There was a suggestion that the signature handler was being used to bypass some other control, if so please provide a bit more information on that which could be treated as a 'bug'.

If this is only about the broader request, "External links should not be allowed in the custom signature" that seems like a feature request that would need broader discussion.

In T394522#10838447, @Xaosflux wrote:

There was a suggestion that the signature handler was being used to bypass some other control,

I believe you're thinking of this comment: if using this method bypasses the blacklist, it makes the blacklist pointless to would be vandals.
I don't think that was a suggestion, but more of a question about how it currently works. But from what I know the signature doesn't bypass the blacklist (or the abuse filter).
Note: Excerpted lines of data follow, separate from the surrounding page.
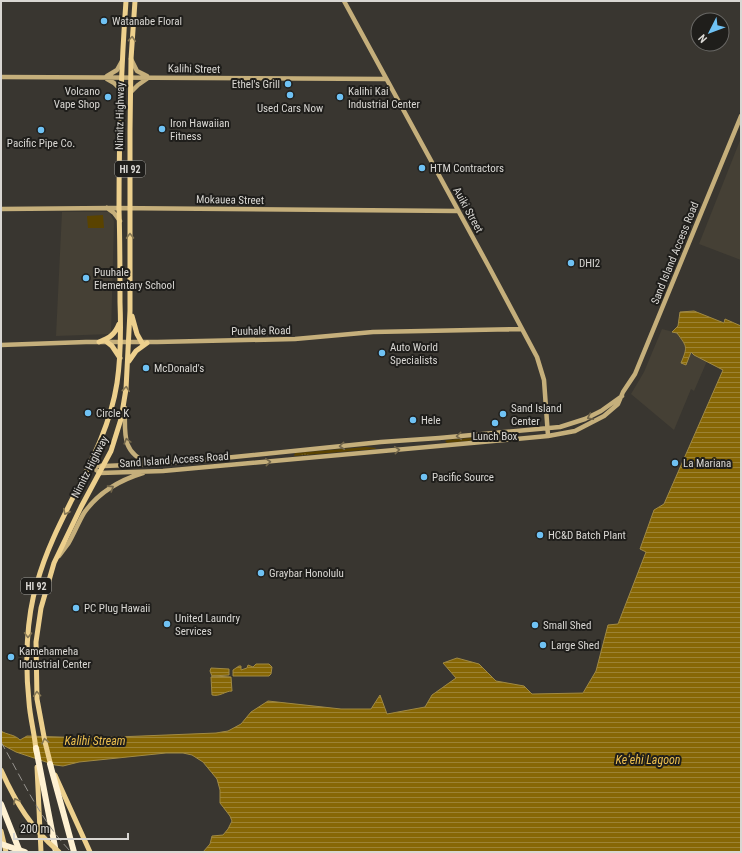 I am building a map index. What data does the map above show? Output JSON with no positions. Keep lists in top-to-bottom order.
{
  "streets": {
    "main road": [
      "Kalihi Street",
      "Nimitz Highway",
      "HI 92",
      "Mokauea Street",
      "Auiki Street",
      "Sand Island Access Road",
      "Puuhale Road"
    ]
  },
  "crossings": [
    ["Kalihi Street", "Nimitz Highway"],
    ["Kalihi Street", "Auiki Street"],
    ["Nimitz Highway", "Mokauea Street"],
    ["Nimitz Highway", "Sand Island Access Road"],
    ["Nimitz Highway", "Puuhale Road"],
    ["Mokauea Street", "Auiki Street"],
    ["Auiki Street", "Sand Island Access Road"],
    ["Auiki Street", "Puuhale Road"]
  ],
  "water": ["Kalihi Stream", "Keʻehi Lagoon"],
  "places": [
    "Watanabe Floral",
    "Ethel's Grill",
    "Used Cars Now",
    "Volcano Vape Shop",
    "Kalihi Kai Industrial Center",
    "Iron Hawaiian Fitness",
    "Pacific Pipe Co.",
    "HTM Contractors",
    "DHI2",
    "Puuhale Elementary School",
    "Auto World Specialists",
    "McDonald's",
    "Circle K",
    "Sand Island Center",
    "Hele",
    "Lunch Box",
    "La Mariana",
    "Pacific Source",
    "HC&D Batch Plant",
    "Graybar Honolulu",
    "PC Plug Hawaii",
    "United Laundry Services",
    "Small Shed",
    "Large Shed",
    "Kamehameha Industrial Center"
  ],
  "scale_bar": "200 m",
  "north": "bottom left"
} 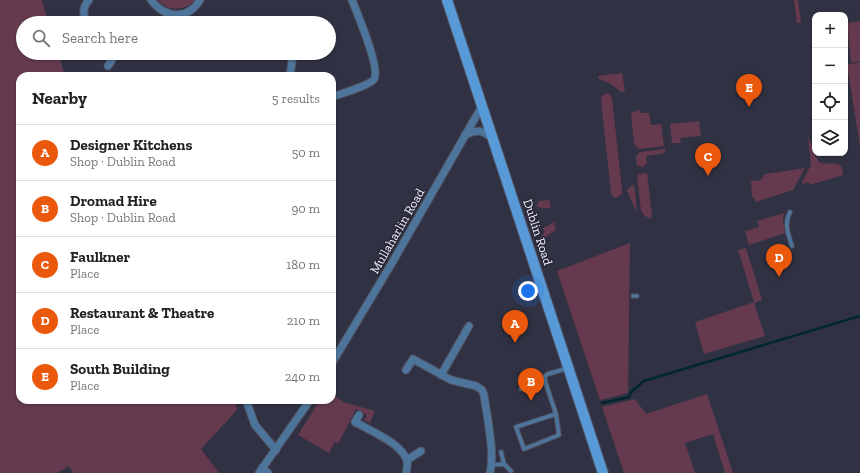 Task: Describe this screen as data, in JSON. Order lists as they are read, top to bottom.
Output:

In T394522#10838447, @Xaosflux wrote:

There was a suggestion that the signature handler was being used to bypass some other control, if so please provide a bit more information on that which could be treated as a 'bug'.

If this is only about the broader request, "External links should not be allowed in the custom signature" that seems like a feature request that would need broader discussion.

The original user who brought up this problem, @Johnuniq, said he believed that this method of adding a link through the custom signature was used in the past to bypass the blacklist, and that’s what my comment was in reference to. I tried to look in the logs for past tickets, but I didn’t see couldn’t find any about that specific problem on here.

Custom signatures can be set in Special:Preferences. When a user changes their custom signature, that customisation should be checked against MediaWiki:Spamblacklist. If it's problematic, then an error should be thrown.